*Task directions*. Below are some records; repeat them all exactly, minus the pictures.

*Supplied data*.
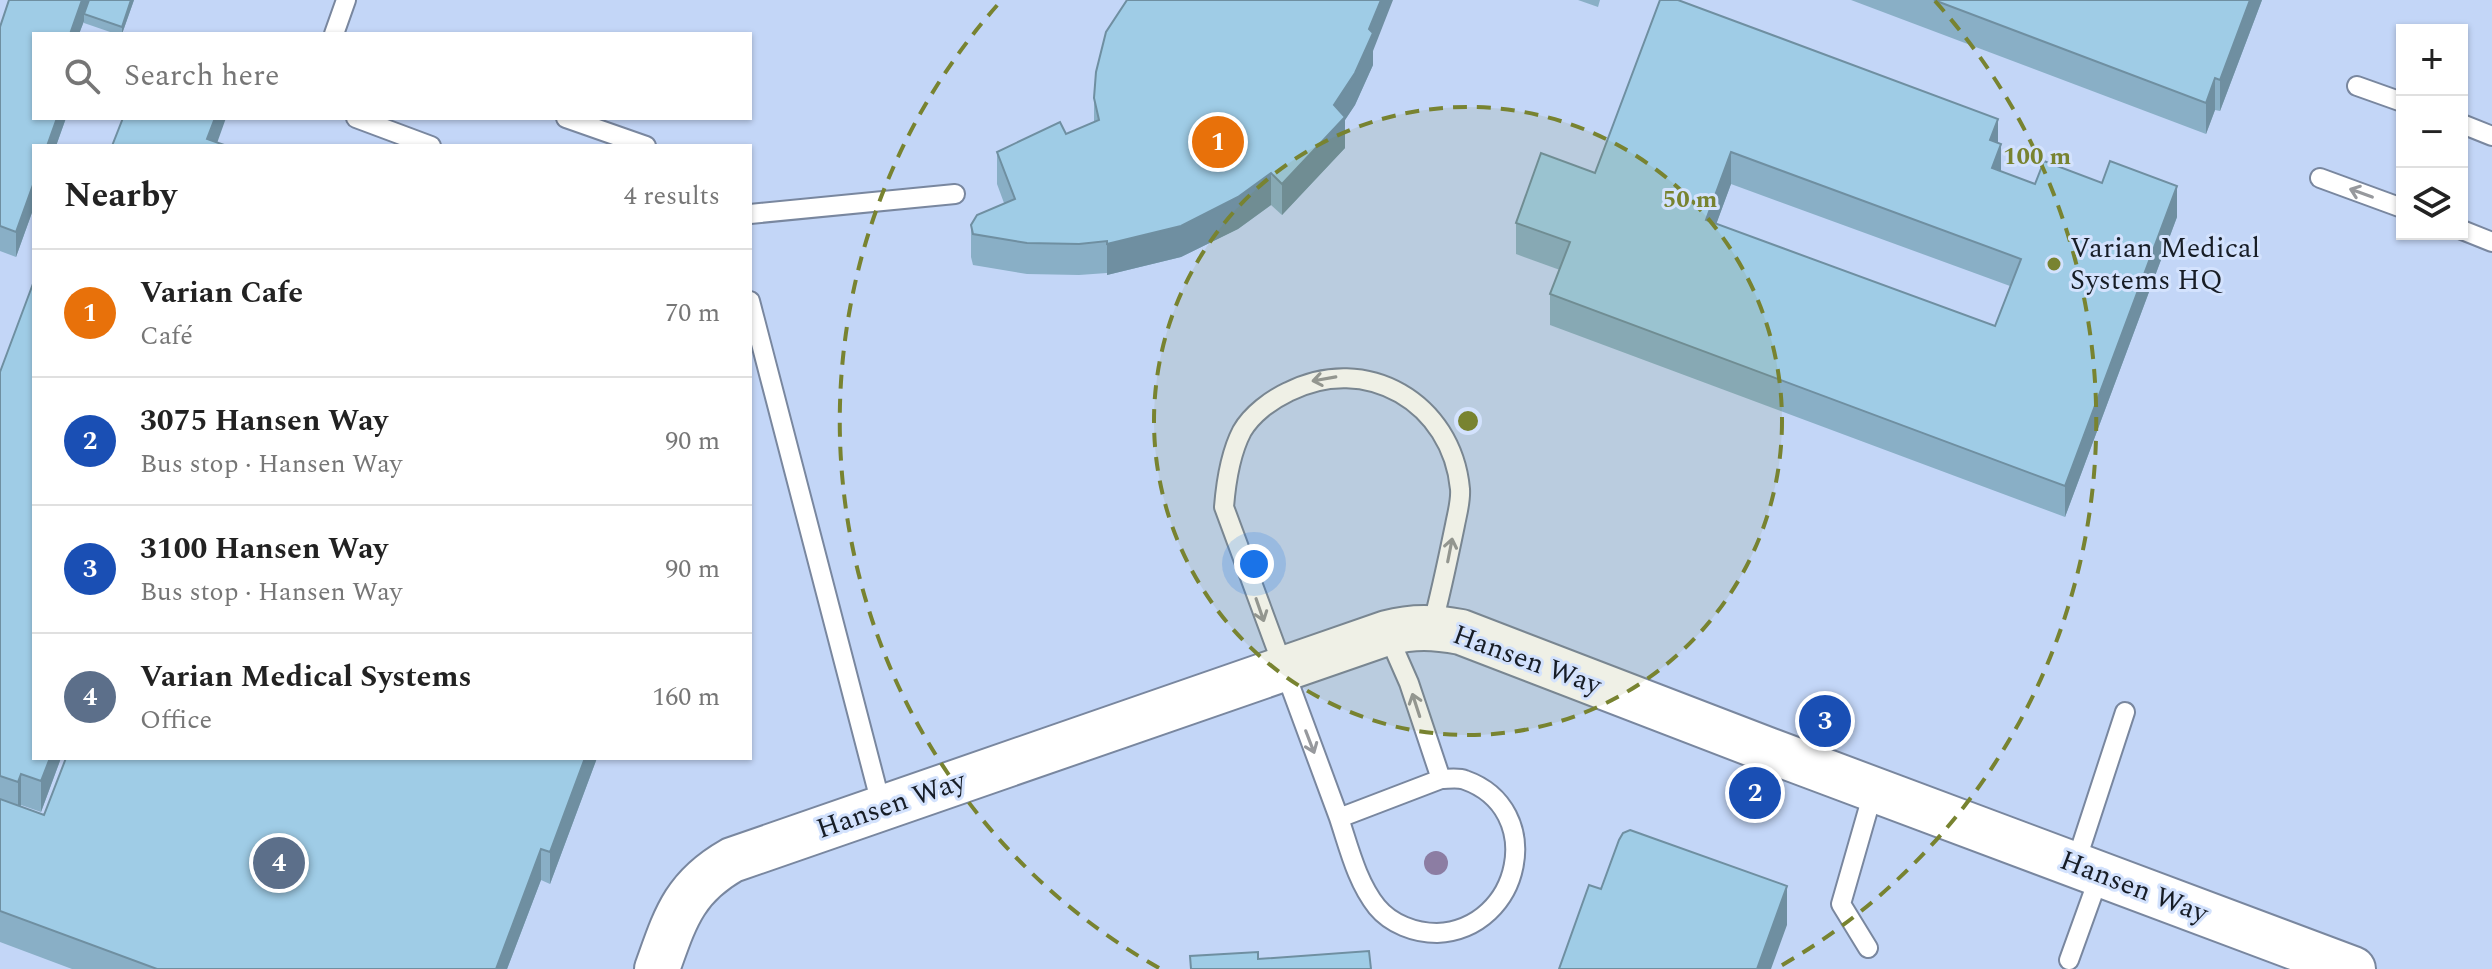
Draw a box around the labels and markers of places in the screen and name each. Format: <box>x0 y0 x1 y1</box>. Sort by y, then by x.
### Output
pin: 1 <box>1192 112 1244 172</box>
place label: Varian Medical Systems HQ <box>2070 227 2260 302</box>
marker: Varian Medical Systems HQ <box>2045 255 2063 273</box>
centre of rings <box>1454 407 1482 435</box>
pin: 3 <box>1799 691 1851 751</box>
pin: 2 <box>1729 763 1781 823</box>
pin: 4 <box>253 833 305 893</box>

*Written response*.
Draw a box around the labels and markers of places in the screen and name each. Format: <box>x0 y0 x1 y1</box>. Sort by y, then by x.
### Output
pin: 1 <box>1192 112 1244 172</box>
place label: Varian Medical Systems HQ <box>2070 227 2260 302</box>
marker: Varian Medical Systems HQ <box>2045 255 2063 273</box>
centre of rings <box>1454 407 1482 435</box>
pin: 3 <box>1799 691 1851 751</box>
pin: 2 <box>1729 763 1781 823</box>
pin: 4 <box>253 833 305 893</box>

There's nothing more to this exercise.